:: Dataset entries

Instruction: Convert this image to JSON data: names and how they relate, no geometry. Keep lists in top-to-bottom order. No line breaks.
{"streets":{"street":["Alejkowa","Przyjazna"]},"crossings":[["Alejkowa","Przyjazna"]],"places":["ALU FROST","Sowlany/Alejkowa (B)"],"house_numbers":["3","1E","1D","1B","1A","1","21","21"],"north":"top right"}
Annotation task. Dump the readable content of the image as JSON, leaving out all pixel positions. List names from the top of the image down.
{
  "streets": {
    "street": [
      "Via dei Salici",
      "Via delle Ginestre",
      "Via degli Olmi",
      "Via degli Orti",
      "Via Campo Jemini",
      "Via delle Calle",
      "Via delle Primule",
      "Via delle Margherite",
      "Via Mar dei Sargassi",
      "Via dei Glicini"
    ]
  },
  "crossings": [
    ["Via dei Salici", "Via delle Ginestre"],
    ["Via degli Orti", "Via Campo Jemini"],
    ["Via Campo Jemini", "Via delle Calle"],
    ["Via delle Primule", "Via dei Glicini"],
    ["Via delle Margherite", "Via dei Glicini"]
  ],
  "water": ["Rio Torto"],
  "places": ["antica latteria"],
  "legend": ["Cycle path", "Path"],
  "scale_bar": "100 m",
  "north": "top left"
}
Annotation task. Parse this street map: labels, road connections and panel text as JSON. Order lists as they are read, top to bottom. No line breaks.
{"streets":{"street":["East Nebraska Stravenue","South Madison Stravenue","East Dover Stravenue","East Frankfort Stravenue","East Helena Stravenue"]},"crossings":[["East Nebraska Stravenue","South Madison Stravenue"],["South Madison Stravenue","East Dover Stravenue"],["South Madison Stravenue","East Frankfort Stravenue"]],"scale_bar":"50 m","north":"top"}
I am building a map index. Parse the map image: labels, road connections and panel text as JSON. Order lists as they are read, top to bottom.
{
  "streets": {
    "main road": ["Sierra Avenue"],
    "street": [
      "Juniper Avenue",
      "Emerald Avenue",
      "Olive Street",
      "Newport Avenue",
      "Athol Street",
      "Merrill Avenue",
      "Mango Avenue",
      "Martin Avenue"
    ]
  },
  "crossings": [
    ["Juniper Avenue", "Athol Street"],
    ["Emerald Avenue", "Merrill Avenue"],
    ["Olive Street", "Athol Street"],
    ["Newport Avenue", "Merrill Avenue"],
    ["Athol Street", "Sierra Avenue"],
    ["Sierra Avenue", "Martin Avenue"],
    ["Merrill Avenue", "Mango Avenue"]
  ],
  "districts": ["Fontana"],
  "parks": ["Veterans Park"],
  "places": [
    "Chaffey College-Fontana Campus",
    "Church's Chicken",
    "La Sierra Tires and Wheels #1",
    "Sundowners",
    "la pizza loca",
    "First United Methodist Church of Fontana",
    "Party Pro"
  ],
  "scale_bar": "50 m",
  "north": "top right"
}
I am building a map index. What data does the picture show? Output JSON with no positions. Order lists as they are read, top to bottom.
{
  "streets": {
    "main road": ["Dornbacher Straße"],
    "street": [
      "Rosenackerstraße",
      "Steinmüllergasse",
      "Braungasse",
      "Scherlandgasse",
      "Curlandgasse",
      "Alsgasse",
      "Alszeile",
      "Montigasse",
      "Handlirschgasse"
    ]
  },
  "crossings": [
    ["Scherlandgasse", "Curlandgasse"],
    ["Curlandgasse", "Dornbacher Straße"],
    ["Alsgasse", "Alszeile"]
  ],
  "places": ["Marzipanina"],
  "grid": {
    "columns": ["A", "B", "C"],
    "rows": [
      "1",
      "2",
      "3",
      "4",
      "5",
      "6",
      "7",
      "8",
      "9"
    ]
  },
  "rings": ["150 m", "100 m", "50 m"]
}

::::

Brief: Output the material verbatim, including every line.

Finished task:
Instruction: Convert this image to JSON data: names and how they relate, no geometry. Keep lists in top-to-bottom order. No line breaks.
{"streets":{"street":["Alejkowa","Przyjazna"]},"crossings":[["Alejkowa","Przyjazna"]],"places":["ALU FROST","Sowlany/Alejkowa (B)"],"house_numbers":["3","1E","1D","1B","1A","1","21","21"],"north":"top right"}
Annotation task. Dump the readable content of the image as JSON, leaving out all pixel positions. List names from the top of the image down.
{
  "streets": {
    "street": [
      "Via dei Salici",
      "Via delle Ginestre",
      "Via degli Olmi",
      "Via degli Orti",
      "Via Campo Jemini",
      "Via delle Calle",
      "Via delle Primule",
      "Via delle Margherite",
      "Via Mar dei Sargassi",
      "Via dei Glicini"
    ]
  },
  "crossings": [
    ["Via dei Salici", "Via delle Ginestre"],
    ["Via degli Orti", "Via Campo Jemini"],
    ["Via Campo Jemini", "Via delle Calle"],
    ["Via delle Primule", "Via dei Glicini"],
    ["Via delle Margherite", "Via dei Glicini"]
  ],
  "water": ["Rio Torto"],
  "places": ["antica latteria"],
  "legend": ["Cycle path", "Path"],
  "scale_bar": "100 m",
  "north": "top left"
}
Annotation task. Parse this street map: labels, road connections and panel text as JSON. Order lists as they are read, top to bottom. No line breaks.
{"streets":{"street":["East Nebraska Stravenue","South Madison Stravenue","East Dover Stravenue","East Frankfort Stravenue","East Helena Stravenue"]},"crossings":[["East Nebraska Stravenue","South Madison Stravenue"],["South Madison Stravenue","East Dover Stravenue"],["South Madison Stravenue","East Frankfort Stravenue"]],"scale_bar":"50 m","north":"top"}
I am building a map index. Parse the map image: labels, road connections and panel text as JSON. Order lists as they are read, top to bottom.
{
  "streets": {
    "main road": ["Sierra Avenue"],
    "street": [
      "Juniper Avenue",
      "Emerald Avenue",
      "Olive Street",
      "Newport Avenue",
      "Athol Street",
      "Merrill Avenue",
      "Mango Avenue",
      "Martin Avenue"
    ]
  },
  "crossings": [
    ["Juniper Avenue", "Athol Street"],
    ["Emerald Avenue", "Merrill Avenue"],
    ["Olive Street", "Athol Street"],
    ["Newport Avenue", "Merrill Avenue"],
    ["Athol Street", "Sierra Avenue"],
    ["Sierra Avenue", "Martin Avenue"],
    ["Merrill Avenue", "Mango Avenue"]
  ],
  "districts": ["Fontana"],
  "parks": ["Veterans Park"],
  "places": [
    "Chaffey College-Fontana Campus",
    "Church's Chicken",
    "La Sierra Tires and Wheels #1",
    "Sundowners",
    "la pizza loca",
    "First United Methodist Church of Fontana",
    "Party Pro"
  ],
  "scale_bar": "50 m",
  "north": "top right"
}
I am building a map index. What data does the picture show? Output JSON with no positions. Order lists as they are read, top to bottom.
{
  "streets": {
    "main road": ["Dornbacher Straße"],
    "street": [
      "Rosenackerstraße",
      "Steinmüllergasse",
      "Braungasse",
      "Scherlandgasse",
      "Curlandgasse",
      "Alsgasse",
      "Alszeile",
      "Montigasse",
      "Handlirschgasse"
    ]
  },
  "crossings": [
    ["Scherlandgasse", "Curlandgasse"],
    ["Curlandgasse", "Dornbacher Straße"],
    ["Alsgasse", "Alszeile"]
  ],
  "places": ["Marzipanina"],
  "grid": {
    "columns": ["A", "B", "C"],
    "rows": [
      "1",
      "2",
      "3",
      "4",
      "5",
      "6",
      "7",
      "8",
      "9"
    ]
  },
  "rings": ["150 m", "100 m", "50 m"]
}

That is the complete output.